医師だけでなく他職種に認識してもらうことで、他職種からの紹介があったり結果的には患者さんにより知ってもらうことにもつながるのではないかと考えます。

肩こり・腰痛は保険適応できない

また上記のような症状のほかに肩こり・腰痛もどうしても整骨院への相談が多いと思います。しかし、肩こり・腰痛であっても上記のようなプロセス(重篤な疾患ではないか、保険適応できるのかの確認)を行うことは同じです。

ただ、ここで重要なのは受傷機転がない慢性的なものは保険適応できないということです。

また、慢性的なものでも、あまりに長期にその痛みを抱えている場合は筋・筋膜性の腰痛以外も疑わなければいけません。例えば神経徴候の有無を確認し椎間板ヘルニアなどの疑いが無いのかなどを徒手検査(筋力・感覚・反射)で確認して、医療機関に紹介することが必要です。

その上で整骨院で対応するのであれば、原因追究し保険適応外で施術すればいいと思います。

保険適応の範囲を説明することと、整骨院でできることを患者さんに伝え、患者さん自身に選択してもらうことが初回に一番大切なことではないでしょうか。

最近ではこのような症状にも保険適応でマッサージしてしまう院がありそれが問題となっています。この問題は上記のようなプロセスを経ていないことが原因ではないかと思います。

保険外での施術

保険外で施術する場合は、上記のプロセスを経た後、患者さんの要望を聞き困っていることを聴取することが大切だと思います。治るとは、どのような状態なのかは患者さんによって違います。それにより目標を立てて、ゴールを決めないといけません。

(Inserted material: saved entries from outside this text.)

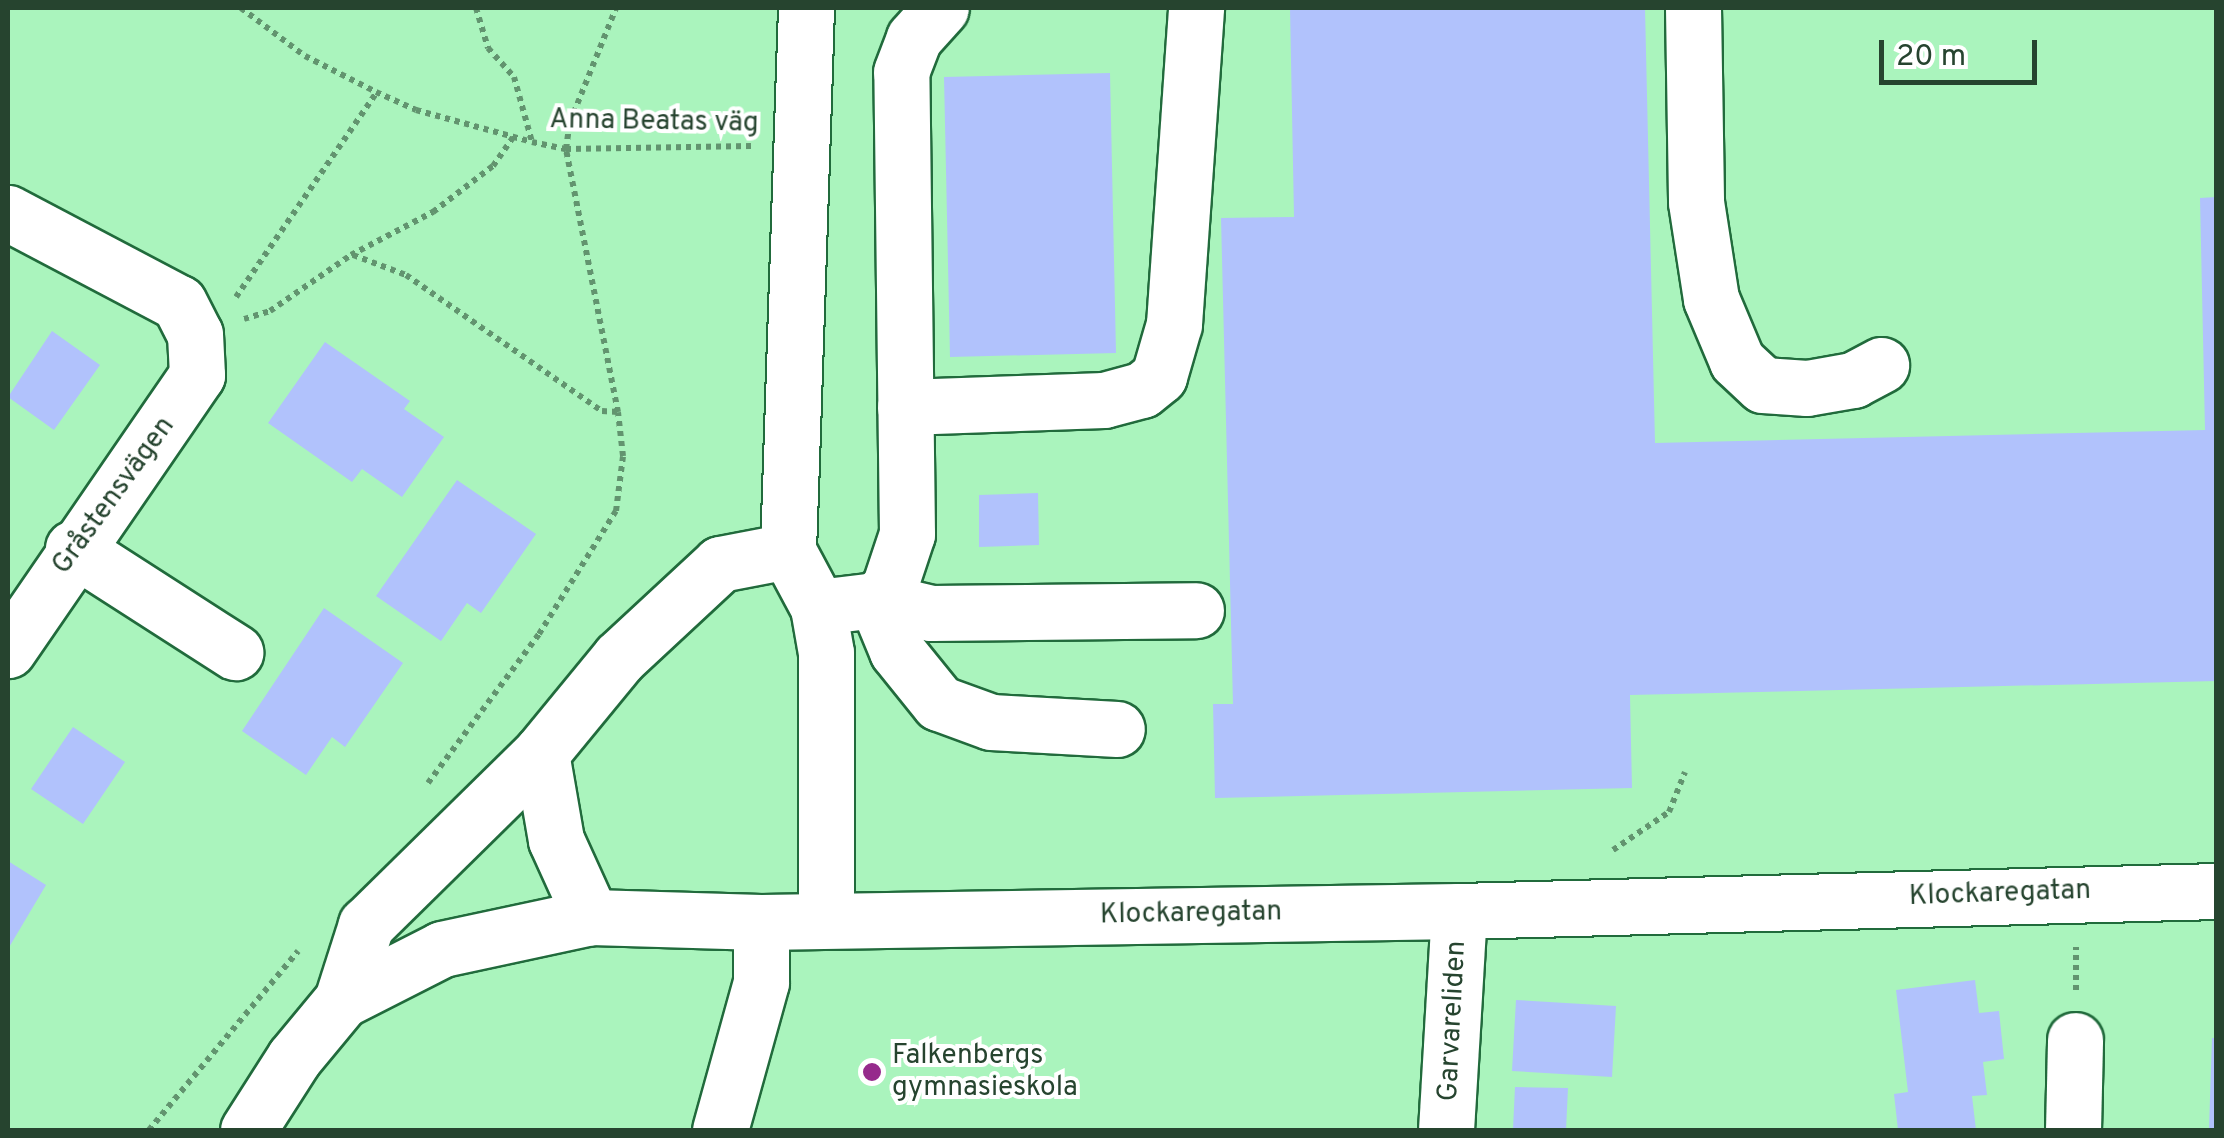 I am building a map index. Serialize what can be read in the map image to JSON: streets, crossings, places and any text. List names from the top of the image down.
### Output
{
  "streets": {
    "street": ["Gråstensvägen", "Klockaregatan", "Garvareliden"],
    "path": ["Anna Beatas väg"]
  },
  "crossings": [
    ["Klockaregatan", "Garvareliden"]
  ],
  "places": ["Falkenbergs gymnasieskola"],
  "scale_bar": "20 m"
}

またその上でこちらのプランを提案するべきだと思います。例えば、どれくらいの期間でどの程度回復を見込めるのか。どの程度通院して、費用はどれくらいを想定してもらわないといけないのかをお伝えしないといけません。

 まとめ

柔道整復師で初回に考えることをまとめてみました。

この内容については様々な意見があると思いますが、個人的な意見ですのでご容赦ください。

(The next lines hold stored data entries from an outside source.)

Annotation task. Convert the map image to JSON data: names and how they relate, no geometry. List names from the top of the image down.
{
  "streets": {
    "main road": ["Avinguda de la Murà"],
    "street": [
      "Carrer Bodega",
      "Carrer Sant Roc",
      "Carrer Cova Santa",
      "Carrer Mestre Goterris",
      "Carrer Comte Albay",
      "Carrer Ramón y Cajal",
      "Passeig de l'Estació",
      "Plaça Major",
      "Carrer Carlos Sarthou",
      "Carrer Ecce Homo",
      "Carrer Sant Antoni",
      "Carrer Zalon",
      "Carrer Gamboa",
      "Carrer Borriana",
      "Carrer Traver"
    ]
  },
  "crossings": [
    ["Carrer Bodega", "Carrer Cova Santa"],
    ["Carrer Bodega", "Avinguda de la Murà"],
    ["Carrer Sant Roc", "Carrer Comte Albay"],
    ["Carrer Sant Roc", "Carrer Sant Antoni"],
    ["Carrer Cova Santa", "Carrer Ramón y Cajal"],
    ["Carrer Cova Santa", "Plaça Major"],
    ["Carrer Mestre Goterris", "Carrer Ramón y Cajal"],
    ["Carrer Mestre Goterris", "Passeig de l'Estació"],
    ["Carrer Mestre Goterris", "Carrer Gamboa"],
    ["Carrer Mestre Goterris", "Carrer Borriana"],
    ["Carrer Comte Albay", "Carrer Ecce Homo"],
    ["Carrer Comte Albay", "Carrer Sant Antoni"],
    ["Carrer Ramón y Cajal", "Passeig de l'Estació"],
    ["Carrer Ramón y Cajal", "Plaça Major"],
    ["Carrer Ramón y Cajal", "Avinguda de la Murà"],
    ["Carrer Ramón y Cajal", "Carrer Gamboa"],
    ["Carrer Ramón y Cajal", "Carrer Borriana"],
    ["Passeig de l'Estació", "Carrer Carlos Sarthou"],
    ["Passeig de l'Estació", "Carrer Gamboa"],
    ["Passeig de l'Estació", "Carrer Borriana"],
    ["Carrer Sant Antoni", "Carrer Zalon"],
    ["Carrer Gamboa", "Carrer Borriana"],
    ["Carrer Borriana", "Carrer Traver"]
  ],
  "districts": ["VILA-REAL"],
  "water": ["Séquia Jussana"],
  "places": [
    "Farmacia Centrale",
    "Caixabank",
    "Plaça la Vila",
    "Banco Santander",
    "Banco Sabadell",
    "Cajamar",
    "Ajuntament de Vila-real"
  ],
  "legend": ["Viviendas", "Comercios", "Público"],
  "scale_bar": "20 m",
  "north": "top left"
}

最近では、手技を勉強している柔道整復師が多いと思います。しかし、いかなる手技でも保険適応で行う場合は処置の後の後療法にあたります。

つまりどのような手技であろうと柔道整復師として保険適応で施術するなら、鑑別能力は必要だと思います。鑑別能力があった上で、患者さんにあった施術を適切に提案することが理想ではないでしょうか。他職種との連携という意味でも重要だと思います。

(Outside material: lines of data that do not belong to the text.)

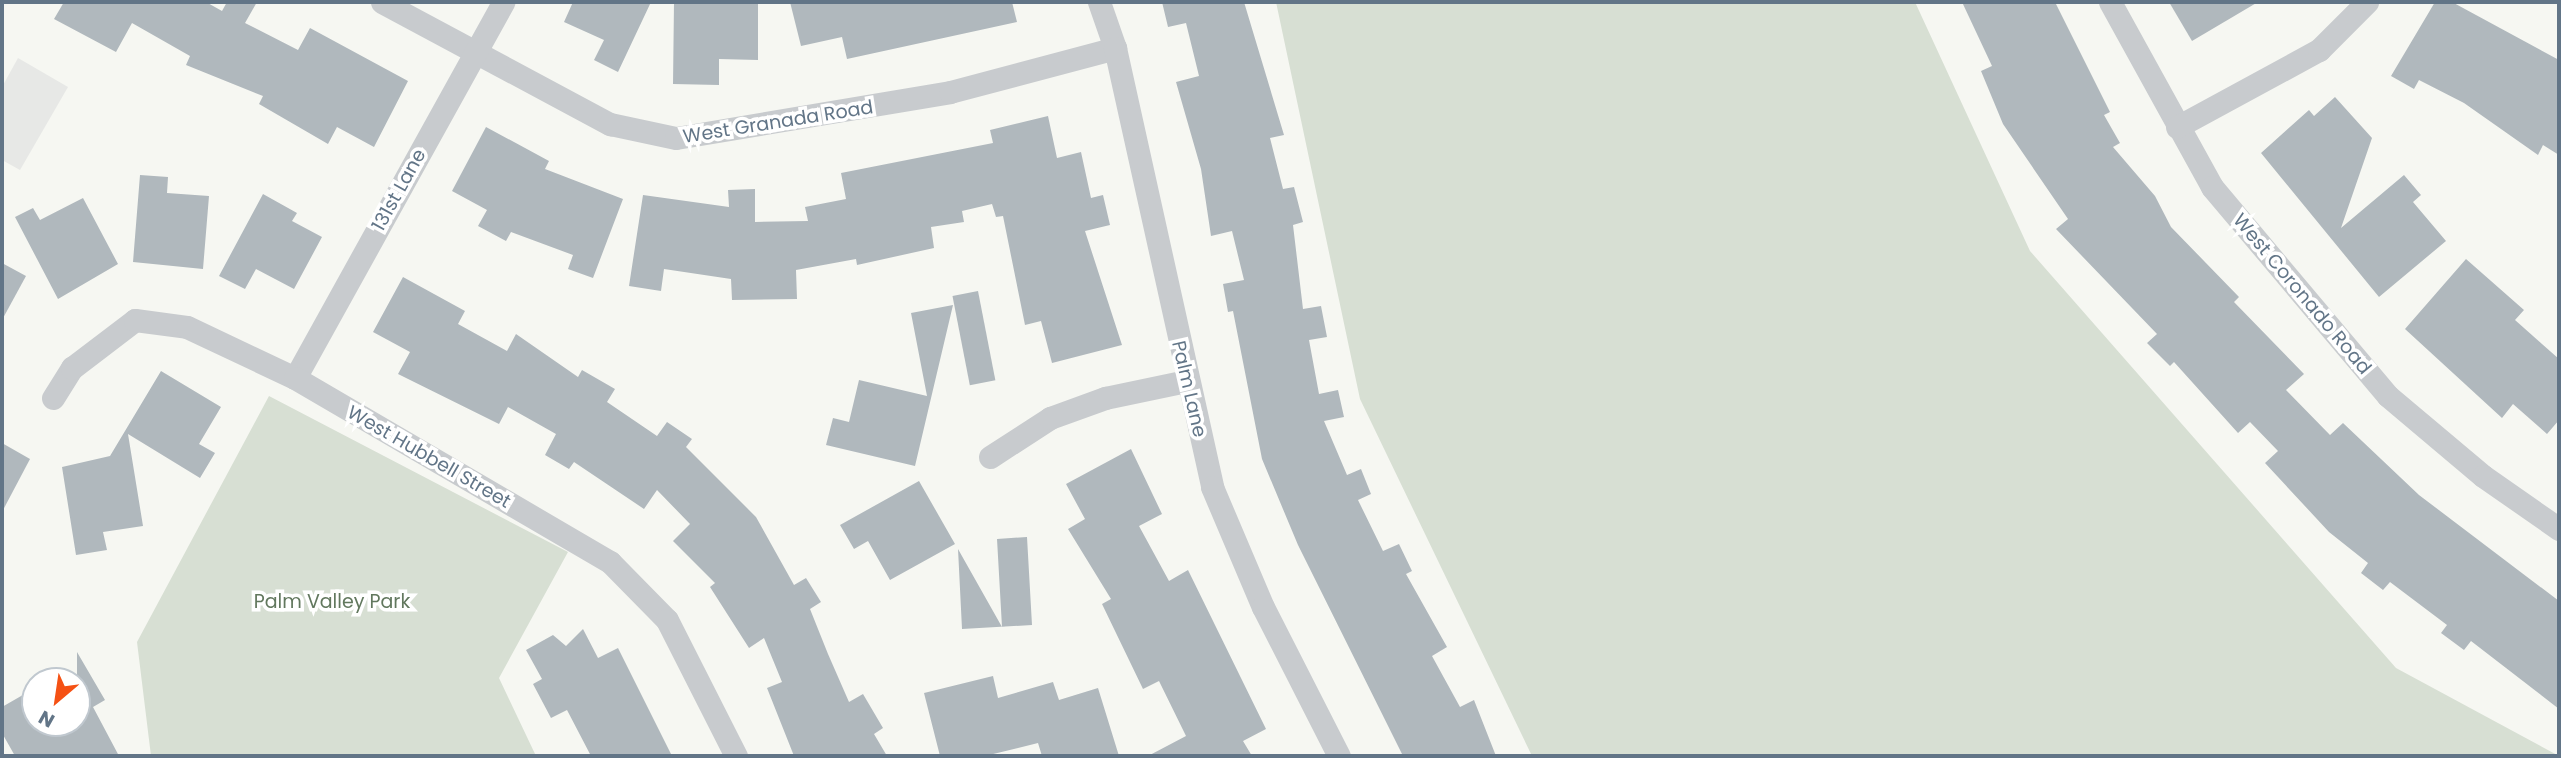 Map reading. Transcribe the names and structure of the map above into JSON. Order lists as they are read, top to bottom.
{
  "streets": {
    "street": [
      "West Granada Road",
      "131st Lane",
      "West Coronado Road",
      "Palm Lane",
      "West Hubbell Street"
    ]
  },
  "crossings": [
    ["West Granada Road", "131st Lane"],
    ["West Granada Road", "Palm Lane"],
    ["131st Lane", "West Hubbell Street"]
  ],
  "parks": ["Palm Valley Park"],
  "north": "bottom left"
}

しかし、そういった鑑別能力を磨くには整形外科クリニックなどで症例をたくさん経験して、医師の診断下での施術経験を積まないと難しいと思います。その部分で現実的には柔道整復師としての卒後教育の場が少ないという問題があると思います。

pthari.hatenablog.com

また、経営の面でも厳しい現実があります。しかし、柔道整復師として本来の業務を大切にしつつ発展していくことが重要ではないかと思い今回考えてみました。

長い内容にお付き合いくださりありがとうございます。